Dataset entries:
+++

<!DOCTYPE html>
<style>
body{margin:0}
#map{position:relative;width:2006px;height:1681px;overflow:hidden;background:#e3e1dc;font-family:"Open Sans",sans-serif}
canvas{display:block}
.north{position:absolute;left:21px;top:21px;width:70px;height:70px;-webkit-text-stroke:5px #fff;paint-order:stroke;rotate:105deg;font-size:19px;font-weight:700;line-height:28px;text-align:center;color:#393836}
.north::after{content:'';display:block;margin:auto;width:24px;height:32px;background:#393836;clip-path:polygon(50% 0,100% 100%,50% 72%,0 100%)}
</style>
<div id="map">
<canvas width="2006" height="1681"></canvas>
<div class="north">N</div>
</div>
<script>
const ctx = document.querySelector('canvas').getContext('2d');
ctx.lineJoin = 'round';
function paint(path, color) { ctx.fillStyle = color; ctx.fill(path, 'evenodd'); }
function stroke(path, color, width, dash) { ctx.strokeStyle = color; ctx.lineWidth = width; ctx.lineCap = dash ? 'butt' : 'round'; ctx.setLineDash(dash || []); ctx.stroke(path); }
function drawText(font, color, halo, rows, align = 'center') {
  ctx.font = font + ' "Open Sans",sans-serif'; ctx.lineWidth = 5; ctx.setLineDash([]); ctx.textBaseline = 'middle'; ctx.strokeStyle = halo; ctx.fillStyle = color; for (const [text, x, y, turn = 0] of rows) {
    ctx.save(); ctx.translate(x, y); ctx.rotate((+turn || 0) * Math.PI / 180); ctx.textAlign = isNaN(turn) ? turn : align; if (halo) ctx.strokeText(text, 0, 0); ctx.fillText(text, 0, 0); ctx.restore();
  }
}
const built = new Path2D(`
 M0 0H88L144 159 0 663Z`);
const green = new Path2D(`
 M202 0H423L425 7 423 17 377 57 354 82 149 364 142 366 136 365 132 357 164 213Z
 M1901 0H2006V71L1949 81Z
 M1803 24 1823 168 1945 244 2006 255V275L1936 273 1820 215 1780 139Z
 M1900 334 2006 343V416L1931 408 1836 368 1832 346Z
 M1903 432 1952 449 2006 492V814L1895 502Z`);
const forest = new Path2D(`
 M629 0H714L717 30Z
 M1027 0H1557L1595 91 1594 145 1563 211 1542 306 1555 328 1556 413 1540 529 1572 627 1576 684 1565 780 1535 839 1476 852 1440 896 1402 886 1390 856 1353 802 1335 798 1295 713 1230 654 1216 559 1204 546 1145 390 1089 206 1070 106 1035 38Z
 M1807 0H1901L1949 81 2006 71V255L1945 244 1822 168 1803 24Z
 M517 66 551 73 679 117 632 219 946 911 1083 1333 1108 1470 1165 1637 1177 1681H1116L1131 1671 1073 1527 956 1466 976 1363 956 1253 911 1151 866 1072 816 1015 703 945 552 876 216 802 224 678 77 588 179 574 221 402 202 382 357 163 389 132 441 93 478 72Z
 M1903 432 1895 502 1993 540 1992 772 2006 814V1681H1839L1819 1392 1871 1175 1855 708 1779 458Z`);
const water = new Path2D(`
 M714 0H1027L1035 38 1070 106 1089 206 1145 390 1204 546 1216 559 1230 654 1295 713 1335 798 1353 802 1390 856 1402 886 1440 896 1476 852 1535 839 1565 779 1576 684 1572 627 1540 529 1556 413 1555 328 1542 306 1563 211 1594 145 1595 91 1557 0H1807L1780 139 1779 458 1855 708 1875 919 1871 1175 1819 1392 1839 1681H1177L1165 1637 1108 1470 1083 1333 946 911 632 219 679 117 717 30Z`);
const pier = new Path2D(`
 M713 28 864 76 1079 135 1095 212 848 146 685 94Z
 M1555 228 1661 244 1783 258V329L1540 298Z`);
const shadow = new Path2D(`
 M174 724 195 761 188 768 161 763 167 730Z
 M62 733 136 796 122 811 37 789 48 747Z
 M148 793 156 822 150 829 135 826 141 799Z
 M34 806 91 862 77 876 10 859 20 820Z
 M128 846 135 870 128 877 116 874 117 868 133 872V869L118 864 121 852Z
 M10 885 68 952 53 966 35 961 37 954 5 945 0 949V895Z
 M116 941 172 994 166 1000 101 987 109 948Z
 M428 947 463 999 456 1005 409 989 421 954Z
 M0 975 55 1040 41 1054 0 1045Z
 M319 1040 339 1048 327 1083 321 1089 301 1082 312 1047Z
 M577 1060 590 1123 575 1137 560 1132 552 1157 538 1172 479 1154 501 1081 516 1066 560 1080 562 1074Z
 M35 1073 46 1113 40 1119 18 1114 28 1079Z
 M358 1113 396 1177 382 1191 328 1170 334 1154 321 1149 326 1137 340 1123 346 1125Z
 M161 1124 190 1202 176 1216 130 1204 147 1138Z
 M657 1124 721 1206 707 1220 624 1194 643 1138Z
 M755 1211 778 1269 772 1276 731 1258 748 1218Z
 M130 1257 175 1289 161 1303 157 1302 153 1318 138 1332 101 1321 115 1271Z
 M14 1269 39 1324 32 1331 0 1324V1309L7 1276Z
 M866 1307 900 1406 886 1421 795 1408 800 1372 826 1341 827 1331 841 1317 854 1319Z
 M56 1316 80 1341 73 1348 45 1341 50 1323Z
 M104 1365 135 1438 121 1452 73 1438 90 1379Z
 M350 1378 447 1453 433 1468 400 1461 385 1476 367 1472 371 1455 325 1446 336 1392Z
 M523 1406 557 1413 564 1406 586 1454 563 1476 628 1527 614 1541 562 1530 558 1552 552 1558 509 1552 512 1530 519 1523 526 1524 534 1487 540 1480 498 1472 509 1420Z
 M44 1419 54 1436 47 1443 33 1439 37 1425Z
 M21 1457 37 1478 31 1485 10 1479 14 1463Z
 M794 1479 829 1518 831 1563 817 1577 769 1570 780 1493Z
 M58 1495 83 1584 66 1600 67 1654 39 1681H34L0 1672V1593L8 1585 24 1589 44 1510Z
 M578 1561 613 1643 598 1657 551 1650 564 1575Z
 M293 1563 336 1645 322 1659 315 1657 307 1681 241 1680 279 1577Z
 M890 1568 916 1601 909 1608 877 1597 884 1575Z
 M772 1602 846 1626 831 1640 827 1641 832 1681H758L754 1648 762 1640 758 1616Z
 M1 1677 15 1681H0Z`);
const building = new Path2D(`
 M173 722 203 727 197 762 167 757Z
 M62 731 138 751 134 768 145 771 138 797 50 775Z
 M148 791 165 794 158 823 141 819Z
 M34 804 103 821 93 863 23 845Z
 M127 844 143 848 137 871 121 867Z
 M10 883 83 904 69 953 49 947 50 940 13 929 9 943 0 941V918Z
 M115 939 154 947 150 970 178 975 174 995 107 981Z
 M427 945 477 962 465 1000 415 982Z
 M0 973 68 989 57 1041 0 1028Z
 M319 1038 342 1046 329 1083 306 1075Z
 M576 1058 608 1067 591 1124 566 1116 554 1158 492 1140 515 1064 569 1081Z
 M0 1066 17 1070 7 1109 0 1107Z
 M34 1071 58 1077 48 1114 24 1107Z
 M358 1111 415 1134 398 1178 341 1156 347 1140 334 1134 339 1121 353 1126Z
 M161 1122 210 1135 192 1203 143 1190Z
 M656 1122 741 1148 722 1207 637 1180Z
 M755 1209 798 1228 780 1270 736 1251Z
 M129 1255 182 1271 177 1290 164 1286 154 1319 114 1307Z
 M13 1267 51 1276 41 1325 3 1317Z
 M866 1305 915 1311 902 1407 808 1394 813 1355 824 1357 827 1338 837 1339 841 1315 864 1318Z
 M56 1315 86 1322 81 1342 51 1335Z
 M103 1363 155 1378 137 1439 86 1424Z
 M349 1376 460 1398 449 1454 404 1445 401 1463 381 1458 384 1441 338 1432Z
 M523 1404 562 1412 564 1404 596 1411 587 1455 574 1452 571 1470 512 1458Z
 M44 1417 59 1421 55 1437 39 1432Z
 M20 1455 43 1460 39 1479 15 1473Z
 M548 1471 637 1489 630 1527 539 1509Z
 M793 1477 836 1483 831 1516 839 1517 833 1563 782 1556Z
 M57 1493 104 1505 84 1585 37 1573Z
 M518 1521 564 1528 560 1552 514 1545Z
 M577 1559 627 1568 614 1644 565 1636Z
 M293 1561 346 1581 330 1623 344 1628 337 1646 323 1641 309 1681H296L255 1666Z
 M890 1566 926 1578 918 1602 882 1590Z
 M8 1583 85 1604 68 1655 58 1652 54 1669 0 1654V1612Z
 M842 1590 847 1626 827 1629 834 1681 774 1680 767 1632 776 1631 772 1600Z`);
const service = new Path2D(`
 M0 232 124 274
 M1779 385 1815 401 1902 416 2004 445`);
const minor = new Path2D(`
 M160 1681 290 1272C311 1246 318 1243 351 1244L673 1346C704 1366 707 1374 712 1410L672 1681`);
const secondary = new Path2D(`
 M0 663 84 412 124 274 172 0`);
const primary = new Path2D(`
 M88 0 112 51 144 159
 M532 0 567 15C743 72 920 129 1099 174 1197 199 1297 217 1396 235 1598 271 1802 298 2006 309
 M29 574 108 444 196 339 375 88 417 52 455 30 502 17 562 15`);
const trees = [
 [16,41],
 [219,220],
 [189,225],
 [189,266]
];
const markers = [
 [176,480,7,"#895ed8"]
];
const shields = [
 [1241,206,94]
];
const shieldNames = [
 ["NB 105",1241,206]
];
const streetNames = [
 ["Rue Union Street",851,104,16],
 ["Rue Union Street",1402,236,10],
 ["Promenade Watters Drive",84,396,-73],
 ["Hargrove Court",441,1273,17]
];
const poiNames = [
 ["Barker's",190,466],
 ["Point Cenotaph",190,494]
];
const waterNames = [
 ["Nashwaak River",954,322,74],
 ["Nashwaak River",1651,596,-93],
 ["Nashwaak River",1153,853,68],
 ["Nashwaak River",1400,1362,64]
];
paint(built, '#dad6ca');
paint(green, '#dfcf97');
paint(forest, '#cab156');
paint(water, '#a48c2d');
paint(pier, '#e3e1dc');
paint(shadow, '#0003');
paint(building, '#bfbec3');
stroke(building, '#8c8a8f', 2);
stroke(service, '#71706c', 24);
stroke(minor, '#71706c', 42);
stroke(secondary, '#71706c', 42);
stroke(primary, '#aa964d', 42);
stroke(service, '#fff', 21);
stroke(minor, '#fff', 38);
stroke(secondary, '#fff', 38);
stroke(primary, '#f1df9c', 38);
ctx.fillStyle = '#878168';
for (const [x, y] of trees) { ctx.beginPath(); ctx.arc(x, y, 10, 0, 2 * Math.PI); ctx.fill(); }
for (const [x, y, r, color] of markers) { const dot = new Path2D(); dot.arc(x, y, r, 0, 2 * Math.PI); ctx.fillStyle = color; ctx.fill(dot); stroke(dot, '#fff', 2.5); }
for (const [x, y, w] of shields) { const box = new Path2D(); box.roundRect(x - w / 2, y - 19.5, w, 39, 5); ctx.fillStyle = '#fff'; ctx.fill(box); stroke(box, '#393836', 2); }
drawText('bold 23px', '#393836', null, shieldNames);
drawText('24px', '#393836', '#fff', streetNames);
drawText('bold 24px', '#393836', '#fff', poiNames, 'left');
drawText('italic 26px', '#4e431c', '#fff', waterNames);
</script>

+++

About this exercise: List every line from the entries above in which "rotate" appears.

Your solution:
.north{position:absolute;left:21px;top:21px;width:70px;height:70px;-webkit-text-stroke:5px #fff;paint-order:stroke;rotate:105deg;font-size:19px;font-weight:700;line-height:28px;text-align:center;color:#393836}
    ctx.save(); ctx.translate(x, y); ctx.rotate((+turn || 0) * Math.PI / 180); ctx.textAlign = isNaN(turn) ? turn : align; if (halo) ctx.strokeText(text, 0, 0); ctx.fillText(text, 0, 0); ctx.restore();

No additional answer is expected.